The water and wastewater utility expects its population base to increase from 1 million in 2006 to 2.2 million by 2050, and its water demand to double during the same time period.
A growth in customers lifted SAWS' water delivery and supply business revenues in 2010, while higher-than-usual rainfall resulted in lower wastewater use. Overall, SAWS' revenues was up for the year. However, increases in depreciation expense and charges related to asset impairments dragged down its operating margins.
To meet maintenance and expansion needs, in 2011 the San Antonio City Council restructured SAWS' water and wastewater rates by about 6.5%. The upward adjustment added $20.3 million a year in revenues, beginning in 2011.
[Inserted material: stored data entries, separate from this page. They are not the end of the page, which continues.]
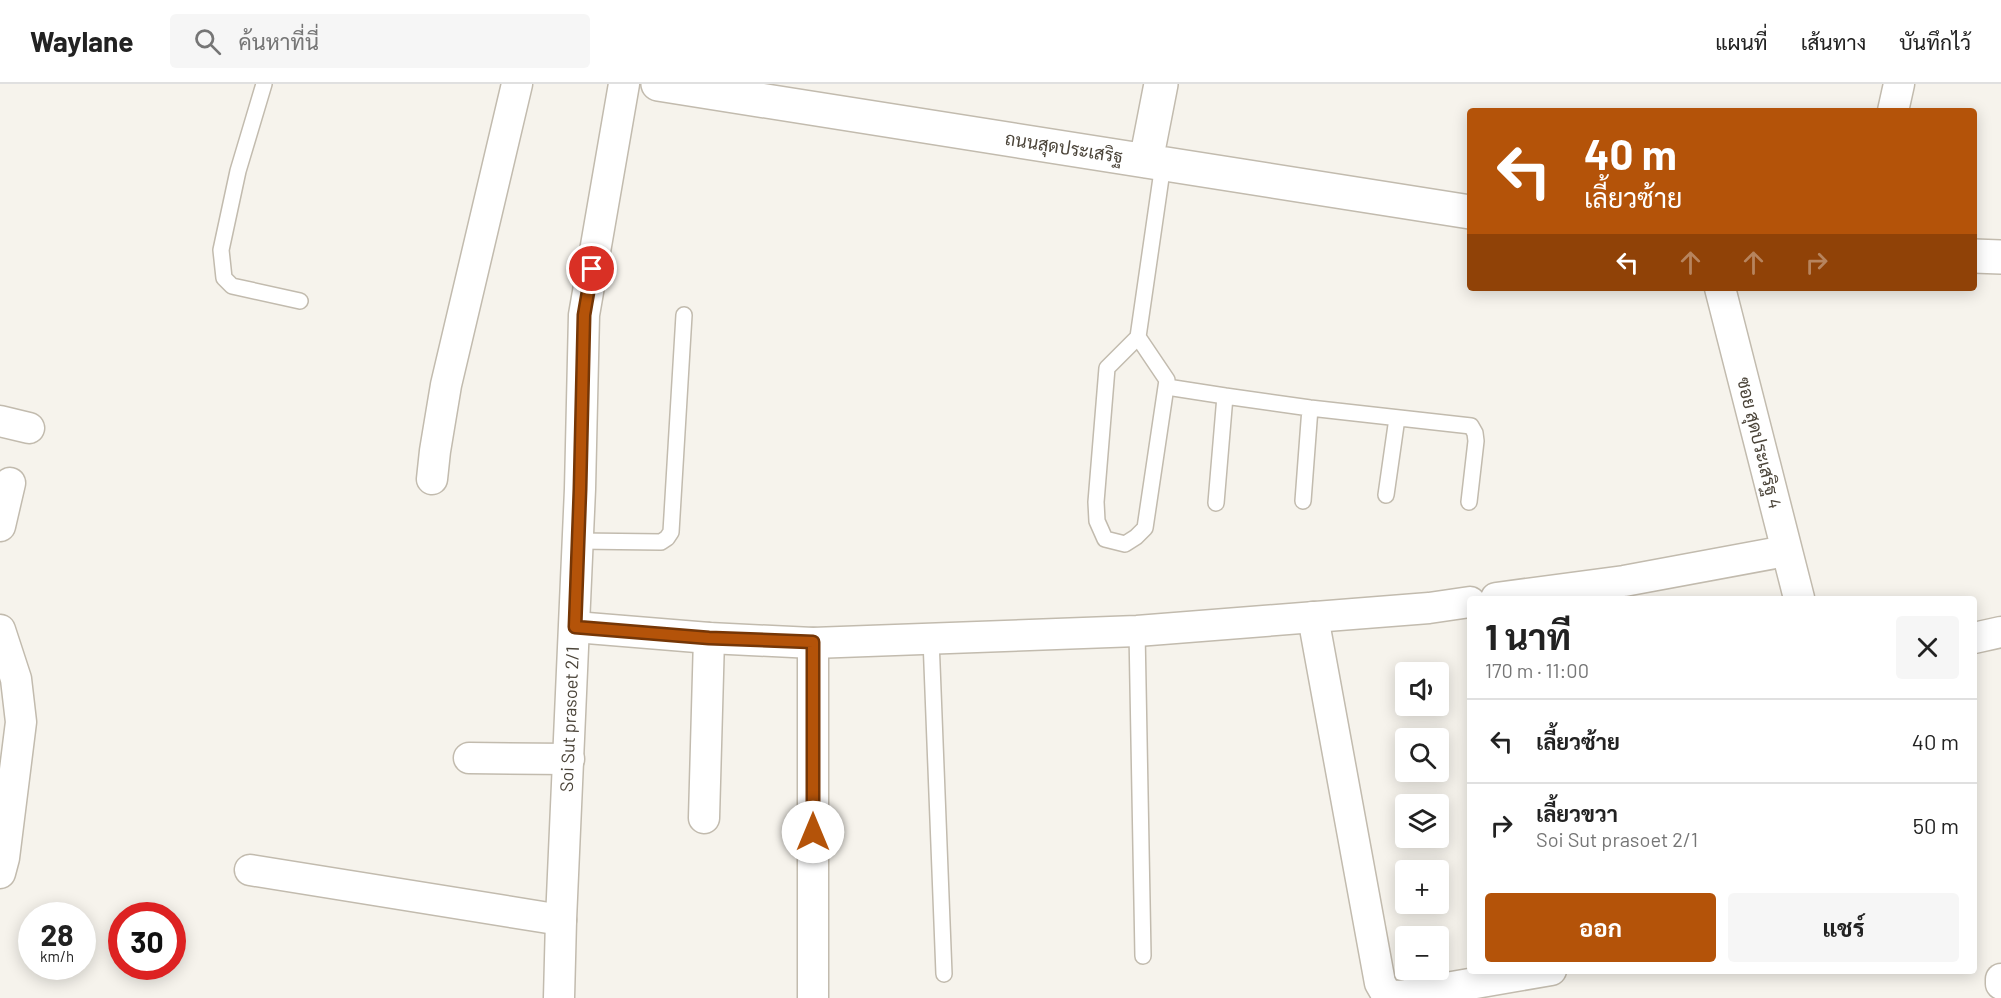 <!DOCTYPE html>
<html lang="th">
<head>
<meta charset="utf-8">
<style>
  :root { --surface:#fff; --page:#f6f6f6; --text:#222; --muted:#767676; --line:#e0e0e0; --accent:#b45309 }
  body { margin:0; font-family:Barlow,Sarabun,sans-serif; background:var(--page); color:var(--text); height:100vh; display:flex; flex-direction:column; font-size:22px; white-space:nowrap }
  * { box-sizing:border-box; margin:0 }
  p { font-size:20px; color:var(--muted) }
  .icon { flex:none; width:33px; height:33px; fill:none; stroke:currentColor; stroke-width:2; stroke-linecap:round; stroke-linejoin:round }
  .map { position:relative; flex:1; overflow:hidden }
  .sheet { position:absolute; left:1467px; top:512px; width:510px; height:378px; display:flex; flex-direction:column; background:var(--surface); border-radius:6px; box-shadow:0 3px 15px #0003 }
  .sheet>* { flex:none }
  .guide { position:absolute; left:1467px; top:24px; width:510px; height:183px; border-radius:6px; box-shadow:0 3px 15px #0003; background:#b45309; color:#fff; overflow:hidden }
  .buttons { position:absolute; left:1395px; top:578px; display:grid; gap:12px }
  .buttons a { display:grid; place-items:center; width:54px; height:54px; border-radius:6px; background:var(--surface); box-shadow:0 3px 15px #0003; font-size:30px }
  .speed { position:absolute; left:18px; top:818px; display:flex; gap:12px; font-size:30px; font-weight:700; text-align:center }
  .speed>* { display:grid; place-content:center; width:78px; height:78px; border-radius:50%; background:var(--surface); box-shadow:0 3px 15px #0003; line-height:1 }
  .speed small { font-size:15px; font-weight:400 }
  .speed .limit { border:9px solid #d22; background:#fff; color:#111 }
  .pin { position:absolute; display:grid; place-items:center; width:51px; height:51px; color:#fff; margin:-26px; border:3px solid #fff; border-radius:50%; box-shadow:0 2px 6px #0007 }
  .me { position:absolute; width:66px; margin:-33px; rotate:0deg; stroke-linejoin:round; filter:drop-shadow(0 0 4px #0008) }
  .turn { display:flex; align-items:center; gap:21px; height:126px; padding:0 18px; font-size:27px }
  .turn .icon { width:78px; height:78px; stroke-width:2.5 }
  .turn b { display:block; font-size:42px; line-height:51px }
  .lanes { display:flex; align-items:center; height:57px; padding:0 18px; background:#0003; justify-content:center; gap:30px; direction:ltr }
  .lanes .off { opacity:.35 }
  .round { display:grid; place-items:center; flex:none; width:63px; height:63px; border-radius:6px; background:var(--page) }
  .headline { display:flex; align-items:center; justify-content:space-between; height:102px; padding:0 18px }
  h1 { font-size:36px; font-weight:700; line-height:45px }
  .cta { display:flex; gap:12px; margin-top:auto; padding:12px 18px }
  .cta a { flex:1; height:69px; border-radius:6px; background:var(--accent); color:#fff; font-size:24px; font-weight:700; line-height:69px; text-align:center }
  .cta a+a { background:var(--page); color:var(--text) }
  ul { padding:0; list-style:none }
  li { display:flex; align-items:center; gap:18px; height:84px; padding:0 18px; border-top:2px solid var(--line) }
  li div { flex:1 }
  li b { display:block; font-size:22px }
  li em { font-style:normal }
  header { display:flex; align-items:center; gap:36px; box-sizing:border-box; height:84px; padding:0 30px; background:var(--surface); border-bottom:2px solid var(--line) }
  header strong { font-size:28px }
  nav { display:flex; gap:33px; margin-inline-start:auto; font-size:21px }
  .search { width:420px; height:54px; background:var(--page); display:flex; align-items:center; gap:15px; box-sizing:border-box; padding:0 21px; border-radius:6px; color:var(--muted); font-size:22px }
  .map>svg:first-child { display:block }
  .lines { fill:none; stroke-linecap:round; stroke-linejoin:round }
  .service-casing { stroke:#c2bbae; stroke-width:18 }
  .minor-casing { stroke:#c2bbae; stroke-width:33 }
  .tertiary-casing { stroke:#c2bbae; stroke-width:36 }
  .service { stroke:#fff; stroke-width:15 }
  .minor { stroke:#fff; stroke-width:30 }
  .tertiary { stroke:#fff; stroke-width:33 }
  .route-casing { stroke:#753606; stroke-width:15 }
  .route { stroke:#b45309; stroke-width:10 }
  .labels { text-anchor:middle; stroke-width:4.5; stroke-linejoin:round; paint-order:stroke }
  .street-label { font-size:18px; fill:#4b4439; stroke:#fff }
</style>
</head>
<body>
<header>
<strong>Waylane</strong>
<div class="search"><svg class="icon" aria-label="search" viewBox="0 0 24 24"><circle cx="10" cy="10" r="6"/><path d="M15 15l6 6"/></svg>ค้นหาที่นี่</div>
<nav><a>แผนที่</a><a>เส้นทาง</a><a>บันทึกไว้</a></nav>
</header>
<div class="map">
<svg width="2001" height="914" viewBox="0 0 2001 914">
  <rect width="100%" height="100%" fill="#f6f3ec"/>
  <g class="lines">
    <!-- service casing -->
    <g class="service-casing">
      <path id="service" d="M 264,0 L 238,87 L 221,166 L 224,194 L 232,202 L 300,217
        M 1138,253 L 1167,296 L 1145,444 L 1136,453 L 1125,460 L 1105,455 L 1097,437 L 1096,418 L 1107,284 L 1138,253 L 1163,80
        M 1167,303 L 1225,312 L 1216,419
        M 1225,312 L 1310,324 L 1471,342 L 1475,349 L 1476,357 L 1469,418
        M 1386,411 L 1397,334
        M 1303,417 L 1310,324
        M 578,457 L 661,458 L 667,454 L 671,448 L 684,231
        M 1137,547 L 1143,872
        M 931,555 L 944,890"/>
    </g>
    <!-- minor casing -->
    <g class="minor-casing">
      <g id="minor">
        <path d="M 1893,27 L 1899,0"/>
        <path d="M 1720,204 L 1799,514"/>
        <path d="M 0,337 L 29,344"/>
        <path d="M 432,395 L 435,367 L 446,301 L 517,0"/>
        <path d="M 0,442 L 10,399"/>
        <path d="M 1496,514 L 1624,497 L 1786,467"/>
        <path d="M 1313,533 L 1380,899 L 1387,911 L 1400,912 L 1551,886"/>
        <path d="M 575,543 L 709,554 L 813,559 L 1137,547 L 1429,524 L 1470,518"/>
        <path d="M 0,546 L 16,595 L 21,638 L 4,774 L 0,789"/>
        <path d="M 1974,554 L 2001,548"/>
        <path d="M 469,674 L 569,675"/>
        <path d="M 704,734 L 709,554"/>
        <path d="M 250,786 L 561,836"/>
        <path d="M 2001,895 L 2001,900"/>
        <path id="s1" d="M 559,914 L 561,836 L 580,405 L 584,231 L 624,0"/>
        <path d="M 813,914 L 813,559"/>
      </g>
    </g>
    <!-- tertiary casing -->
    <g class="tertiary-casing">
      <path id="tertiary" d="M 658,0 L 1470,128
        M 1146,77 L 1161,0
        M 1974,172 L 2001,173"/>
    </g>
    <!-- service -->
    <use href="#service" class="service"/>
    <!-- minor -->
    <use href="#minor" class="minor"/>
    <!-- tertiary -->
    <use href="#tertiary" class="tertiary"/>
  </g>
  <g class="lines">
    <!-- route casing -->
    <g class="route-casing">
      <path id="route" d="M 592,185 L 584,231 L 580,405 L 575,543 L 709,554 L 813,558 L 813,748"/>
    </g>
    <!-- route -->
    <use href="#route" class="route"/>
  </g>
  <g class="labels">
    <!-- street labels -->
    <g class="street-label">
      <text transform="translate(1064 64) rotate(9)" y="6">ถนนสุดประเสริฐ</text>
      <text transform="translate(1759 359) rotate(76)" y="6">ซอย สุดประเสริฐ 4</text>
      <text dy="6" stroke="none"><textPath href="#s1" startOffset="279">Soi Sut prasoet 2/1</textPath></text>
    </g>
  </g>
</svg>
<div class="buttons">
<a><svg class="icon" aria-label="sound" viewBox="0 0 24 24"><path d="M4 9h4l5-4v14l-5-4H4zM17 9q2 3 0 6"/></svg></a>
<a><svg class="icon" aria-label="search" viewBox="0 0 24 24"><circle cx="10" cy="10" r="6"/><path d="M15 15l6 6"/></svg></a>
<a><svg class="icon" aria-label="layers" viewBox="0 0 24 24"><path d="M12 4l9 5-9 5-9-5zM3 14l9 5 9-5"/></svg></a>
<a>+</a>
<a>−</a>
</div>
<div class="speed"><div>28<small>km/h</small></div><div class="limit">30</div></div>
<div class="pin" style="left:592px;top:185px;background:#d93025"><svg class="icon" aria-label="arrive" viewBox="0 0 24 24"><path d="M6 21V4h12l-3 4 3 4H6"/></svg></div>
<svg class="me" style="left:813px;top:748px" viewBox="-20 -20 40 40"><circle r="19" fill="#fff"/><path d="M0-13L10 11 0 6-10 11z" fill="#b45309"/></svg>
<div class="guide">
<div class="turn"><svg class="icon" aria-label="left" viewBox="0 0 24 24"><path d="M17 20v-9H6M10 6l-5 5 5 5"/></svg><div><b>40 m</b>เลี้ยวซ้าย</div></div>
<div class="lanes"><svg class="icon" aria-label="left" viewBox="0 0 24 24"><path d="M17 20v-9H6M10 6l-5 5 5 5"/></svg><svg class="icon off" aria-label="ahead" viewBox="0 0 24 24"><path d="M12 20V5M6 11l6-6 6 6"/></svg><svg class="icon off" aria-label="ahead" viewBox="0 0 24 24"><path d="M12 20V5M6 11l6-6 6 6"/></svg><svg class="icon off" aria-label="right" viewBox="0 0 24 24"><path d="M7 20v-9h11M14 6l5 5-5 5"/></svg></div>
</div>
<section class="sheet">
<div class="headline"><div><h1>1 นาที</h1><p>170 m · 11:00</p></div><a class="round"><svg class="icon" aria-label="close" viewBox="0 0 24 24"><path d="M6 6l12 12M18 6L6 18"/></svg></a></div>
<ul>
<li><svg class="icon" aria-label="left" viewBox="0 0 24 24"><path d="M17 20v-9H6M10 6l-5 5 5 5"/></svg><div><b>เลี้ยวซ้าย</b></div><em>40 m</em></li>
<li><svg class="icon" aria-label="right" viewBox="0 0 24 24"><path d="M7 20v-9h11M14 6l5 5-5 5"/></svg><div><b>เลี้ยวขวา</b><p>Soi Sut prasoet 2/1</p></div><em>50 m</em></li>
</ul>
<div class="cta"><a>ออก</a><a>แชร์</a></div>
</section>
</div>
</body>
</html>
SAWS and a neighboring utility, the Lower Colorado River Authority, signed an agreement in 2002 to study the feasibility of drawing water from the lower Colorado River basin for use by San Antonio. The LCRA reported in 2009 that it had found that there was not a sufficient amount of extra water available to build a proposed reservoir. SAWS sued LCRA for $1.2 billion over the results of the study, but the suit was tossed out by a state district judge.
SAWS was formed in 1992 through a merger of three entities: the City Water Board, the City Wastewater Department, and the Alamo Water Conservation and Reuse District.